# ACTION ITEM
Find the word "anchor" in the listing below, then return every line it appears in.

# EXERCISE MATERIALS
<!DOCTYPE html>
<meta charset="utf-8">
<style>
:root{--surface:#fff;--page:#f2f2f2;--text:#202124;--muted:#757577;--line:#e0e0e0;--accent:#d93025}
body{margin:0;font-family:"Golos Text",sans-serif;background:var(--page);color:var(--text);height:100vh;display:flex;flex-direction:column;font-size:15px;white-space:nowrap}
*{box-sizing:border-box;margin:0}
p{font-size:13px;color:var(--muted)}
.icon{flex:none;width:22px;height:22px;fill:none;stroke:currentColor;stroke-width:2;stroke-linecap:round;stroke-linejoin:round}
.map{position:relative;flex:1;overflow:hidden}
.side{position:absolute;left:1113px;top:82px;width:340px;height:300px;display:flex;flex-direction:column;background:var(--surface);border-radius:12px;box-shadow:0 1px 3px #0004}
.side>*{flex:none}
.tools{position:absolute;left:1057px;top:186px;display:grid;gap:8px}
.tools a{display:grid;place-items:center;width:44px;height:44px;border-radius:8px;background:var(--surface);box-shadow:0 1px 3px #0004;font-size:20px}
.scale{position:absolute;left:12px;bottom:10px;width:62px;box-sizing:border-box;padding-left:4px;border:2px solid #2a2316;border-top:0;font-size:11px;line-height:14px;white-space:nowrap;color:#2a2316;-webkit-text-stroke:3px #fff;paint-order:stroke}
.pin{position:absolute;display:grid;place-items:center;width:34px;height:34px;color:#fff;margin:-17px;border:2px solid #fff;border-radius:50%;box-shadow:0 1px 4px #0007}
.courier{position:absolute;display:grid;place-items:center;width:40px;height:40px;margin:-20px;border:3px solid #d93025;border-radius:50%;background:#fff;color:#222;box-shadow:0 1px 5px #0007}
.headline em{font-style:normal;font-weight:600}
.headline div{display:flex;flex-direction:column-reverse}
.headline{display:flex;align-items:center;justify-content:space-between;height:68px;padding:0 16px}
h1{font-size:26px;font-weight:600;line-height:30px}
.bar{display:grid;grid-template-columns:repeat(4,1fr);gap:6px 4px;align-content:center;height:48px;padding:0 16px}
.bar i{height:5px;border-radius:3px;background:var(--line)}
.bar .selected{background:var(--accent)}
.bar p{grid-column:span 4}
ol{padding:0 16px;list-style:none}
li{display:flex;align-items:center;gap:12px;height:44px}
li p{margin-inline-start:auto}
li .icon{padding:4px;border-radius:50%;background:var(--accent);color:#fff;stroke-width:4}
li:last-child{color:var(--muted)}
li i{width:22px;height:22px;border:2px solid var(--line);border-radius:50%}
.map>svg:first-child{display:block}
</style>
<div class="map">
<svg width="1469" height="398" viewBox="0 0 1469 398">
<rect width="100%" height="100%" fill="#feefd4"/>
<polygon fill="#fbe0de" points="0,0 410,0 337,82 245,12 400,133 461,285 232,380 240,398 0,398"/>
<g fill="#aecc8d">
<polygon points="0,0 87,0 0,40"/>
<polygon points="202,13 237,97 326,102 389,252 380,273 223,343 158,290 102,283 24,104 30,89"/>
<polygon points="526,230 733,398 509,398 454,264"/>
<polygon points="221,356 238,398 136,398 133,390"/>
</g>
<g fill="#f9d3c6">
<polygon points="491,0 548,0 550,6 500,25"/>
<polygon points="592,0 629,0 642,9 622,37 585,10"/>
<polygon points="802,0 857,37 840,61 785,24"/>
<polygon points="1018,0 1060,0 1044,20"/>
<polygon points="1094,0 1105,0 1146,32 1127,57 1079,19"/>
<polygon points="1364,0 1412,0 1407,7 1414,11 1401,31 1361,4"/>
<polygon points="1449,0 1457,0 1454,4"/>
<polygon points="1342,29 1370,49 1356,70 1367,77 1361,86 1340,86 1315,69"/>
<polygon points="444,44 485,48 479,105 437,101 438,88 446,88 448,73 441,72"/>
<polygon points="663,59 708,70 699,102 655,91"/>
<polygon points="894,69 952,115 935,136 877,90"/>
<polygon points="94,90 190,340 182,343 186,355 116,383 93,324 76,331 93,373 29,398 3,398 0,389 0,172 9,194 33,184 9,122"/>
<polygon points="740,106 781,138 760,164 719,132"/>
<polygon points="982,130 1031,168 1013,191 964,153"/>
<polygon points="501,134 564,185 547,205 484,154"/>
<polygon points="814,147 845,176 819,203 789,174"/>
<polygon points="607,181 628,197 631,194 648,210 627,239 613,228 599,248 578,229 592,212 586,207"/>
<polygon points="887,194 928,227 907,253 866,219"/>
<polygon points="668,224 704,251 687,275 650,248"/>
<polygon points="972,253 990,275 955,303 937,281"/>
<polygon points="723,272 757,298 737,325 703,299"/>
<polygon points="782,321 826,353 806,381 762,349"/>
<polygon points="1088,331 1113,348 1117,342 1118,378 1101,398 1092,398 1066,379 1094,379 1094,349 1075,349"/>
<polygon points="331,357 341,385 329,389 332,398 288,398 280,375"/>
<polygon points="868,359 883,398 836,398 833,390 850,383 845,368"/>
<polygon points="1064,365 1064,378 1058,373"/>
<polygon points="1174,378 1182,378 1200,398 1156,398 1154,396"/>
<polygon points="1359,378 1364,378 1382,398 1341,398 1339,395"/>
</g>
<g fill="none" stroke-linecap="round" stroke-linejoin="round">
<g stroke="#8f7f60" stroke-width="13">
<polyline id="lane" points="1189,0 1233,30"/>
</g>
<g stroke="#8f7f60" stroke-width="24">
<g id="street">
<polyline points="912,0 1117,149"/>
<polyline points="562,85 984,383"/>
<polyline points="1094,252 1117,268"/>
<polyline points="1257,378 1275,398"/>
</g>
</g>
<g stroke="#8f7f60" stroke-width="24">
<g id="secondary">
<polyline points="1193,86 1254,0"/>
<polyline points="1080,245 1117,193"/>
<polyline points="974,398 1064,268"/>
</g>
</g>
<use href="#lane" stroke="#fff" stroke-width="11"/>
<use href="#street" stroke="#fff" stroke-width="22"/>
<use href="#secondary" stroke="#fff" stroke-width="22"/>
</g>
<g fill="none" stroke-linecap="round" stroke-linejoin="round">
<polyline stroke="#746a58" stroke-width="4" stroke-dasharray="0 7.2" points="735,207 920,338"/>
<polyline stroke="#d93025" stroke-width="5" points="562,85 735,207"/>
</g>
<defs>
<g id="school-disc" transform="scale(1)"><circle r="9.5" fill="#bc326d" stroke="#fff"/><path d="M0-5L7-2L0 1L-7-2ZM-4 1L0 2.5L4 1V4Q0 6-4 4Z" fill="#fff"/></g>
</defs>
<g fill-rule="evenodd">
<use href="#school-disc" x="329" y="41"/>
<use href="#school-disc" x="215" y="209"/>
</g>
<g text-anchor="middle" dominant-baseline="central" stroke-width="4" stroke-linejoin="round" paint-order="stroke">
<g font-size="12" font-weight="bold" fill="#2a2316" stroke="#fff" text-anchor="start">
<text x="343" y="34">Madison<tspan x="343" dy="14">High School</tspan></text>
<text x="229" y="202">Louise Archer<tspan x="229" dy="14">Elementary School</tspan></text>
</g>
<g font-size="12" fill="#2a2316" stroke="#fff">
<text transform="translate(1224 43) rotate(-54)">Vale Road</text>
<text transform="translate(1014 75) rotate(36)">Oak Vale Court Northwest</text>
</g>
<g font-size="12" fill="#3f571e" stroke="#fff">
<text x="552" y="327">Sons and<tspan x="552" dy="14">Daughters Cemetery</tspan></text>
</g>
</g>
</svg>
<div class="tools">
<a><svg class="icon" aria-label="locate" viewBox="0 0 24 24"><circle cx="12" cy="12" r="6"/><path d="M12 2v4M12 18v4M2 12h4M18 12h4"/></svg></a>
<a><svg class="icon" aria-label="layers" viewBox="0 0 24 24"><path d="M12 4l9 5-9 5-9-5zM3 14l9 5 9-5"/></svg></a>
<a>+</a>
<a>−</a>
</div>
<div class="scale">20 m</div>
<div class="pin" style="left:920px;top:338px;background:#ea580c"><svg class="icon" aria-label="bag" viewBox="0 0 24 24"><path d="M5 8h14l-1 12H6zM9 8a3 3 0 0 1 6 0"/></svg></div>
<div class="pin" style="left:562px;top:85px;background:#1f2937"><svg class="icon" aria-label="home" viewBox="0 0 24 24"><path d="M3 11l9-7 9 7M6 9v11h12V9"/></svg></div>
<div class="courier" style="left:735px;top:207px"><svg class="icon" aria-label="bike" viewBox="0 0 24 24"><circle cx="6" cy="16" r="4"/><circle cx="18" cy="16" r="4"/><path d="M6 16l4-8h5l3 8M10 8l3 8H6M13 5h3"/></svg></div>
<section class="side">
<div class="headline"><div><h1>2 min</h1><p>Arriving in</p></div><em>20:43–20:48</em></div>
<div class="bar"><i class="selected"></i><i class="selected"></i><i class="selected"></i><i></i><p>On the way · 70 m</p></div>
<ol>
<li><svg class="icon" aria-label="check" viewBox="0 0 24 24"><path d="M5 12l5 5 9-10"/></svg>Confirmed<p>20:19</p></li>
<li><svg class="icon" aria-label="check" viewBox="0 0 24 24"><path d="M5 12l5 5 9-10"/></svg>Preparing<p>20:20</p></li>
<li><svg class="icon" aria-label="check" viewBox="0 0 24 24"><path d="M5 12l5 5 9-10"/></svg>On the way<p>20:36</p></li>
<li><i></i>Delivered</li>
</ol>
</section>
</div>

# RESPONSE
<g text-anchor="middle" dominant-baseline="central" stroke-width="4" stroke-linejoin="round" paint-order="stroke">
<g font-size="12" font-weight="bold" fill="#2a2316" stroke="#fff" text-anchor="start">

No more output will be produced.